Duty Drawback, TFTEA, and Administrative Delay

Tobacos de Wilson, Inc., et al. v. United States, et al. is an effort to force Customs to apply amended drawback law after the statutory deadline but before Treasury has completed the regulatory process. It is pretty in the weeds but is important to drawback claimants. In the bigger picture, it is a good example of using the Courts to ensure that administrative agencies are meeting congressional mandates for action.

The Trade Facilitation and Trade Enforcement Act of 2015 (known awkwardly as "TFTEA," which is pronounced "tiff-TEE-ah" in my office) made three important changes to the duty drawback law. Those changes, intended to make drawback less cumbersome, include: a change to the standard for substitution manufacturing drawback; a change to the test for commercial interchangeability for substitution unused merchandise drawback; and an expansion of the period for filing drawback claims.

Under the law, Treasury (remember, drawback is all about the money) had two years to pass regulations implementing TFTEA. That two-year period expired on February 24, 2018 without implementing regulations. Apparently, a draft Notice of Proposed Rule Making is been sent to Office of Management of Budget for review. Under the statute, starting February 24, 2018, drawback claimants can elect to proceed under the pre-amendment version or under the TFTEA.

On February 5, 2018, Customs and Border Protection published a Guidance Document (the link goes to Version 3)stating that it would not apply the TFTEA until the pending regulations are fully promulgated. That guidance also included restrictions on drawback not included in the TFTEA. Among those restrictions is the denial of accelerated disposition for TFTEA claims pending the new regulations.

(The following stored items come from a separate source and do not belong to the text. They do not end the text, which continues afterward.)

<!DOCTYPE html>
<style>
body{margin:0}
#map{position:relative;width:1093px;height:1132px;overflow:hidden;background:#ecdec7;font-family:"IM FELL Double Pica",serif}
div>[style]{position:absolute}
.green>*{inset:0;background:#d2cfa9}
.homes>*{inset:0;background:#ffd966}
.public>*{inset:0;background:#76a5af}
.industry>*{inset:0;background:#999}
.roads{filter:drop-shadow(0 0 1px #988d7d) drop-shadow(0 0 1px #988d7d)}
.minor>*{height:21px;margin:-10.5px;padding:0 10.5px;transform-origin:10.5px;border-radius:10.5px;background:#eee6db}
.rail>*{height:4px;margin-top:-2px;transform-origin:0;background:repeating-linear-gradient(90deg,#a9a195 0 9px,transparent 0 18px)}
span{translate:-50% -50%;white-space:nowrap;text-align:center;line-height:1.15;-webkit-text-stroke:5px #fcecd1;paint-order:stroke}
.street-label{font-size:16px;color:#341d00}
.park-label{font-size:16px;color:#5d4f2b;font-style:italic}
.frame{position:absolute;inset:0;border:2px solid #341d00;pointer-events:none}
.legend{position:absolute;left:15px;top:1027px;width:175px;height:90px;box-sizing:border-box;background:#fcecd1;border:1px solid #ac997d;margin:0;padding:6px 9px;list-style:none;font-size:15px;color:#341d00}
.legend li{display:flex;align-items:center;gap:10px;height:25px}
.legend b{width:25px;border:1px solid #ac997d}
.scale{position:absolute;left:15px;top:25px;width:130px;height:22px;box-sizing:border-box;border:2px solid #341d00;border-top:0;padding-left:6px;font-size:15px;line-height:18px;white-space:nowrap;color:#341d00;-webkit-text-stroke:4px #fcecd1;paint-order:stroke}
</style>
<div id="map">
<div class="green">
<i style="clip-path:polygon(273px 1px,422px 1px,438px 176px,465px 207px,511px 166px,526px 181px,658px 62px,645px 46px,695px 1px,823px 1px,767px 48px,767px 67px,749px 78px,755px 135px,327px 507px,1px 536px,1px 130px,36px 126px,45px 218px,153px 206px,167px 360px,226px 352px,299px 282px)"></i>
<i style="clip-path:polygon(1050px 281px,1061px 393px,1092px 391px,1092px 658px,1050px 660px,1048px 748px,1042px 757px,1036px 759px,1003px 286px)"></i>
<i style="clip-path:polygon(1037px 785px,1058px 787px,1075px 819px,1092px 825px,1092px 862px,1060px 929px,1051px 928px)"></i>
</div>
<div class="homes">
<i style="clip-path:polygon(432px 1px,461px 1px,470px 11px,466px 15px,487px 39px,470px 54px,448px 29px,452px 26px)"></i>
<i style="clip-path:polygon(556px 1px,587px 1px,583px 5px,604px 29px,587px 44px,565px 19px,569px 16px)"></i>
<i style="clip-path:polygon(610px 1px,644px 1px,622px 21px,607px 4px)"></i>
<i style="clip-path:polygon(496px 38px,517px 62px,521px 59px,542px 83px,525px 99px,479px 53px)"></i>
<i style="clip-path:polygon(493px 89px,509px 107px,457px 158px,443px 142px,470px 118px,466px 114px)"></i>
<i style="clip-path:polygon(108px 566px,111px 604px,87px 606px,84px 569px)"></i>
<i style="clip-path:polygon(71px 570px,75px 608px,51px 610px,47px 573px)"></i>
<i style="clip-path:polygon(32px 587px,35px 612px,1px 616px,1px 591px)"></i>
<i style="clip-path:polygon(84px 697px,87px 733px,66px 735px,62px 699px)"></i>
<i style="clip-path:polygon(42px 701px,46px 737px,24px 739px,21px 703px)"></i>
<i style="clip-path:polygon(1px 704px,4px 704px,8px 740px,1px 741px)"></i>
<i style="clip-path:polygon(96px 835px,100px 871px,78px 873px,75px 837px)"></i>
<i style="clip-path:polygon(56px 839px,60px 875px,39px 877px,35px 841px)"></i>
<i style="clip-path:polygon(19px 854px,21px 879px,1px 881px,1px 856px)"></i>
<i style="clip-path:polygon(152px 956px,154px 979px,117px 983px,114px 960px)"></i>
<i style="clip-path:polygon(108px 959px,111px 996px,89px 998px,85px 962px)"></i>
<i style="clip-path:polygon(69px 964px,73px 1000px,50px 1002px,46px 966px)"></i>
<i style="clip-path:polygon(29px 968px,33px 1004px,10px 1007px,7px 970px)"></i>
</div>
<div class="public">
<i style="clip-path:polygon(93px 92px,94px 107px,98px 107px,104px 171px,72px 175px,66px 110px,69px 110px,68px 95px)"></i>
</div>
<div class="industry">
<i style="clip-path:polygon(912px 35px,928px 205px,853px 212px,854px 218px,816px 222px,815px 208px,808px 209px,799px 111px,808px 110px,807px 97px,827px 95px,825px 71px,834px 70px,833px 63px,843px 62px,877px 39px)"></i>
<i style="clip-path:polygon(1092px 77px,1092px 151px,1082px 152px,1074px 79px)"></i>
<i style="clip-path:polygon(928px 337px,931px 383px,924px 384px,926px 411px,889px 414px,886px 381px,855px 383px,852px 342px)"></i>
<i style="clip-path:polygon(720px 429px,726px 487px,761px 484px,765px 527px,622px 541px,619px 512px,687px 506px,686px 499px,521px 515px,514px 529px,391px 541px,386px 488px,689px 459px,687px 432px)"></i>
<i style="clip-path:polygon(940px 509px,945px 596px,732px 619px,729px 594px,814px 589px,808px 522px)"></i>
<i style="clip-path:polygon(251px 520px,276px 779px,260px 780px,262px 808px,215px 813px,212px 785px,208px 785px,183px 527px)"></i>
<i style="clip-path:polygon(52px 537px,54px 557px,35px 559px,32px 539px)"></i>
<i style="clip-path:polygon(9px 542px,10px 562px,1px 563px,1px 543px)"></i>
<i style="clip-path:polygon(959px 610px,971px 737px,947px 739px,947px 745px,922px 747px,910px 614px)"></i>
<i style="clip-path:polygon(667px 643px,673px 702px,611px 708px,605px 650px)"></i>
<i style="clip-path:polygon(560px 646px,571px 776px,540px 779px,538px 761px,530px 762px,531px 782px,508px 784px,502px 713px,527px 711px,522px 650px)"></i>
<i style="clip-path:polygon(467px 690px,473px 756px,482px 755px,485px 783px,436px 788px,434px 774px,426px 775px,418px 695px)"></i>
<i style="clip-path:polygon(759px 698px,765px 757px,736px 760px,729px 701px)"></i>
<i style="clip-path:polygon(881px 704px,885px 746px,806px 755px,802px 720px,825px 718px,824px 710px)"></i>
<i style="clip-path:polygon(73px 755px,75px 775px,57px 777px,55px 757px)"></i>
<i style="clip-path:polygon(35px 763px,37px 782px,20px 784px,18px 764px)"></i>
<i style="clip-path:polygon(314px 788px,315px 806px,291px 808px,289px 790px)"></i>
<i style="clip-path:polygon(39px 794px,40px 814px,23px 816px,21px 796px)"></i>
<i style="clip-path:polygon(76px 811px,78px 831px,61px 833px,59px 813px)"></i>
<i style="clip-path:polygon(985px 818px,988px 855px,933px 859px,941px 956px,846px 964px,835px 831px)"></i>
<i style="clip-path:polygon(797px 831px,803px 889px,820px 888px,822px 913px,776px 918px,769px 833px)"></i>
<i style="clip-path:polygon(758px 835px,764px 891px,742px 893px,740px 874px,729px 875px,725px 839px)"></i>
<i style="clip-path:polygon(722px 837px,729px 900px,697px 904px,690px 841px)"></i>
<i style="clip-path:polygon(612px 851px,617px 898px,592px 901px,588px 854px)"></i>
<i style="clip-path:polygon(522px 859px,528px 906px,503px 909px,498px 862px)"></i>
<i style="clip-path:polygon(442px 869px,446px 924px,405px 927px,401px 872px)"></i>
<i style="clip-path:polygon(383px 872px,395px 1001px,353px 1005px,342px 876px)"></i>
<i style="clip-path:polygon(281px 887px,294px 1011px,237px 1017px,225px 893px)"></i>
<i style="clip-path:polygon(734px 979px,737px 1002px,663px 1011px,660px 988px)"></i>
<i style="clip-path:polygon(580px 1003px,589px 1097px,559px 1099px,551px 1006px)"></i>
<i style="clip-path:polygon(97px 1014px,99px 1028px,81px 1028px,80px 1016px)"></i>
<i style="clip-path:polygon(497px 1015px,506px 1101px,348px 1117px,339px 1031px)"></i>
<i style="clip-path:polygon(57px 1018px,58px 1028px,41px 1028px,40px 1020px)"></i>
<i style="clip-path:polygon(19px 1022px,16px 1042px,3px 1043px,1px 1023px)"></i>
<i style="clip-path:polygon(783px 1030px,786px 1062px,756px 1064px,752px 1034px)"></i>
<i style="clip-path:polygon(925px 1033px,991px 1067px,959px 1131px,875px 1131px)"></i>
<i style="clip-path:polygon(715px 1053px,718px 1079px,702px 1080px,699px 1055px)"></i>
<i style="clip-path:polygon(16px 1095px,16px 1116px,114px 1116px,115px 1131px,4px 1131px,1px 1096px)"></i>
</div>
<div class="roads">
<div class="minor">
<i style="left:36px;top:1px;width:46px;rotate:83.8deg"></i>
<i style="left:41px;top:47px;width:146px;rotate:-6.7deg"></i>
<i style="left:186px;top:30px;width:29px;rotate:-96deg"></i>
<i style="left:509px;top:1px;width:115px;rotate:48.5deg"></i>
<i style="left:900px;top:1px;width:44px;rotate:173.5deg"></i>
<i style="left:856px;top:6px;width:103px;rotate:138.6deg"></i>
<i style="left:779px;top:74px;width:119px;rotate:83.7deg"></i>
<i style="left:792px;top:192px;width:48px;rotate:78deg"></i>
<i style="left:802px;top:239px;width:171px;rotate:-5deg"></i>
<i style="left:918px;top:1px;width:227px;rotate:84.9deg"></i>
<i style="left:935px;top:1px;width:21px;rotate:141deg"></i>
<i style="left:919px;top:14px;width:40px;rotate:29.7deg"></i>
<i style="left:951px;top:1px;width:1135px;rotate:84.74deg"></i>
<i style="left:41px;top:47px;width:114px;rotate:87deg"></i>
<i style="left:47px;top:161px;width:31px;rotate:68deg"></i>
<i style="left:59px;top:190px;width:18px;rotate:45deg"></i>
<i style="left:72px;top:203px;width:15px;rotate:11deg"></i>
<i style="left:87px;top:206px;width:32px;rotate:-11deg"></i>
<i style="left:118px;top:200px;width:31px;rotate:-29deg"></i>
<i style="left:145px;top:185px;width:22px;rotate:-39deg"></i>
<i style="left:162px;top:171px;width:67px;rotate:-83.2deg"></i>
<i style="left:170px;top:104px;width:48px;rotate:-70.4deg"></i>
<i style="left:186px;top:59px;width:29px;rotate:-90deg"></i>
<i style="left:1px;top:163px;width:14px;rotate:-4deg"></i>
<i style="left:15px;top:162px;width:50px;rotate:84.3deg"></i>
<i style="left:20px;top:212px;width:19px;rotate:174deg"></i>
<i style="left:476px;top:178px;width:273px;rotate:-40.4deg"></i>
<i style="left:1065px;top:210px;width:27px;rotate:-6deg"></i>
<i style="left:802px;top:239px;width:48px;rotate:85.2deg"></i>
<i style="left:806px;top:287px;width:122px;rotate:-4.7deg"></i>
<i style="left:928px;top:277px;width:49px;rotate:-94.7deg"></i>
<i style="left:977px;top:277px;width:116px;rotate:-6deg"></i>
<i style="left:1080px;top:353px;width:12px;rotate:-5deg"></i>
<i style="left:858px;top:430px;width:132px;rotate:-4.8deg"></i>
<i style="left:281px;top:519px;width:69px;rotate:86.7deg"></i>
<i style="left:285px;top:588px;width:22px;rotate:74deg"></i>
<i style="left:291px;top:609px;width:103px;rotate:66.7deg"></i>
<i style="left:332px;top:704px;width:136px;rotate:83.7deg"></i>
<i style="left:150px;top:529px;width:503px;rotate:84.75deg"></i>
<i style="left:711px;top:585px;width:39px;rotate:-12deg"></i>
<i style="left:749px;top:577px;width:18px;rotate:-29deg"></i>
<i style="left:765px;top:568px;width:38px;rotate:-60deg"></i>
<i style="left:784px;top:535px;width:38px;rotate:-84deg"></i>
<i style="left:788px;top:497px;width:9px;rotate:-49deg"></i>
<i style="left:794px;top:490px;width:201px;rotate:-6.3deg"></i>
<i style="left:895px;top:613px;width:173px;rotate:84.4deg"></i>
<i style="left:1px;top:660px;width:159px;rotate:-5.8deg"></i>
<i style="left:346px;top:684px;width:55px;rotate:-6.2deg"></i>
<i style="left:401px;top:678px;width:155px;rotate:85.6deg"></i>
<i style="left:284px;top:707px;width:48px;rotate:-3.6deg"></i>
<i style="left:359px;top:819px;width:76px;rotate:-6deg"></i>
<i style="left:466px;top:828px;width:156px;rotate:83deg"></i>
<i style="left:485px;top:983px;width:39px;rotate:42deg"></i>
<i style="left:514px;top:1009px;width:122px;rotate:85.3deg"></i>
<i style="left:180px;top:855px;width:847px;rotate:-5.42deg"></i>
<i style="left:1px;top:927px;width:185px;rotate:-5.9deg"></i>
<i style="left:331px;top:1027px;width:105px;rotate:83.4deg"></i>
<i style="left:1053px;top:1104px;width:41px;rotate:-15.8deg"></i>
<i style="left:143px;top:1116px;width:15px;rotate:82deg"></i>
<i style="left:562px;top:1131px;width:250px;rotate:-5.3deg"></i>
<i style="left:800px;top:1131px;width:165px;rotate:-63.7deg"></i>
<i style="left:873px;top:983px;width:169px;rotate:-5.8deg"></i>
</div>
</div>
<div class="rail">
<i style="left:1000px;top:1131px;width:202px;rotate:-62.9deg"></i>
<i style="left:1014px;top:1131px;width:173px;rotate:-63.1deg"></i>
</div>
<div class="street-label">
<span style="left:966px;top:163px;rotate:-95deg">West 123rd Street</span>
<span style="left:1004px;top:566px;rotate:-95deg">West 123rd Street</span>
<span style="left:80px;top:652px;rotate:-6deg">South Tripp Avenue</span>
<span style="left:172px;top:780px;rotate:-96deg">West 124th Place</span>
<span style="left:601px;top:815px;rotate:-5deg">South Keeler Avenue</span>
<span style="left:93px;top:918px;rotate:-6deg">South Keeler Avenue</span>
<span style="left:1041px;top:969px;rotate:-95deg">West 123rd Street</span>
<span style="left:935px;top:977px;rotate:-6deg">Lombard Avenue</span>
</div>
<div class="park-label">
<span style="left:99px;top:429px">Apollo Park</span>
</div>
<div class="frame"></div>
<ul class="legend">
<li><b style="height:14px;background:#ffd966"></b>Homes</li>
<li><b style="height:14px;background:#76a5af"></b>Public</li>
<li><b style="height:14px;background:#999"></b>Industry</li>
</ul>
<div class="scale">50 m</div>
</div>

The first question, as is always the case, is whether the Court of International Trade had jurisdiction to hear this challenge to CBP's Guidance Document. The Administrative Procedure Act, 5 USC 702, gives individuals a means to challenge a final agency action. But, it is not a jurisdictional statute. Some other statute must grant the court hearing the case the authority to do so. In this case, jurisdiction is based on 28 USC 1581(i)(4), which gives the Court of International Trade exclusive jurisdiction over "civil actions commenced against the United States, its agencies, or its officers, that arise out of any law of the United States providing for administration and enforcement with respect to, among other things import revenue collection. According to the Court, the Guidance Document, which is an operative statement of CBP policy and details how drawback claims are to be processed, is a final agency action subject to review. Consequently, this case is properly before the CIT.

Thus, under the APA, the question to be resolved is whether the policy stated in the Guidance Document is arbitrary, capricious, an abuse of discretion, or otherwise not in accordance with law or is without observance of procedure required by law.

Plaintiffs' first and second counts relate the allegation that the Guidance Document illegally limits a claimant's rights to accelerated payment. Accelerated payment of drawback claims is a regulatory provision that does not depend on the drawback statute, either pre- or post-TFTEA. See 19 CFR 191.92. Under the Guidance Document, CBP would continue to grant accelerated payment for claims filed under the old law but would decline accelerated payment for claims filed under TFTEA. According to plaintiffs, this is inconsistent with the regulations, especially 19 CFR 191.0, which states generally that the regulations apply to all drawback claims. Plaintiffs' reading of that makes it applicable to TFTEA claims as well.

The Court of International Trade rejected that argument. According to the Court, TFTEA requires Treasury to determine the calculation methods to be applied to refunds. Those methods will be determined in the regulations. Thus, for claims filed under TFTEA, the law requires a determination as to methodology that has not yet occurred. The regulation, therefore, is inconsistent with the statute and is invalid when applied to a TFTEA claim.

Plaintiffs also challenged two limitations on TFTEA drawback claims: the "first-filed" and "mixed use" rules. The first-filed rule means that the first claim made relating to a line on an entry will dictate the type of drawback available to be applied to the remaining merchandise on the line. This can limit the drawback available to claimants if, for example, some of the merchandise was first claimed on the basis of direct identification. All subsequent claims for that entry line must also be based on the direct identification method. Under the mixed use rule, claimants must identify entry lines that are subject to both pre-TFTEA and TFTEA claims. Under the most recent Guidance Document, CBP will accept these claims, but not process them until the regulations are passed.

Because CBP will not be enforcing these rules until the regulations are in place, the Court found these claims to be moot.

Plaintiffs next argued that the deadline for implementing regulations was mandatory and that the government's failure to comply entitles Plaintiffs to relief. The Court agreed that the deadline in the statute s clear and mandatory. Plaintiffs and other claimants are being deprived of benefits Congress intended to be in place by now. This, according to the Court, is a violation of the law.

The question is what to do about that violation? The Court had already ruled that the plaintiffs do not have a right to accelerated payment under TFTEA. Consequently, it refused to order it. The Court also found that it was not yet necessary to order Treasury to complete the regulatory process by a date certain. Instead, the Court ordered that if the government did not complete the process by July 5, 2018, the Court would consider imposing a deadline. [Note, this opinion was issued on June 29, 2018.] On top of that, the Court noted its willingness, if necessary, to craft further relief to ensure that the benefits of TFTEA are not lost due to administrative delay.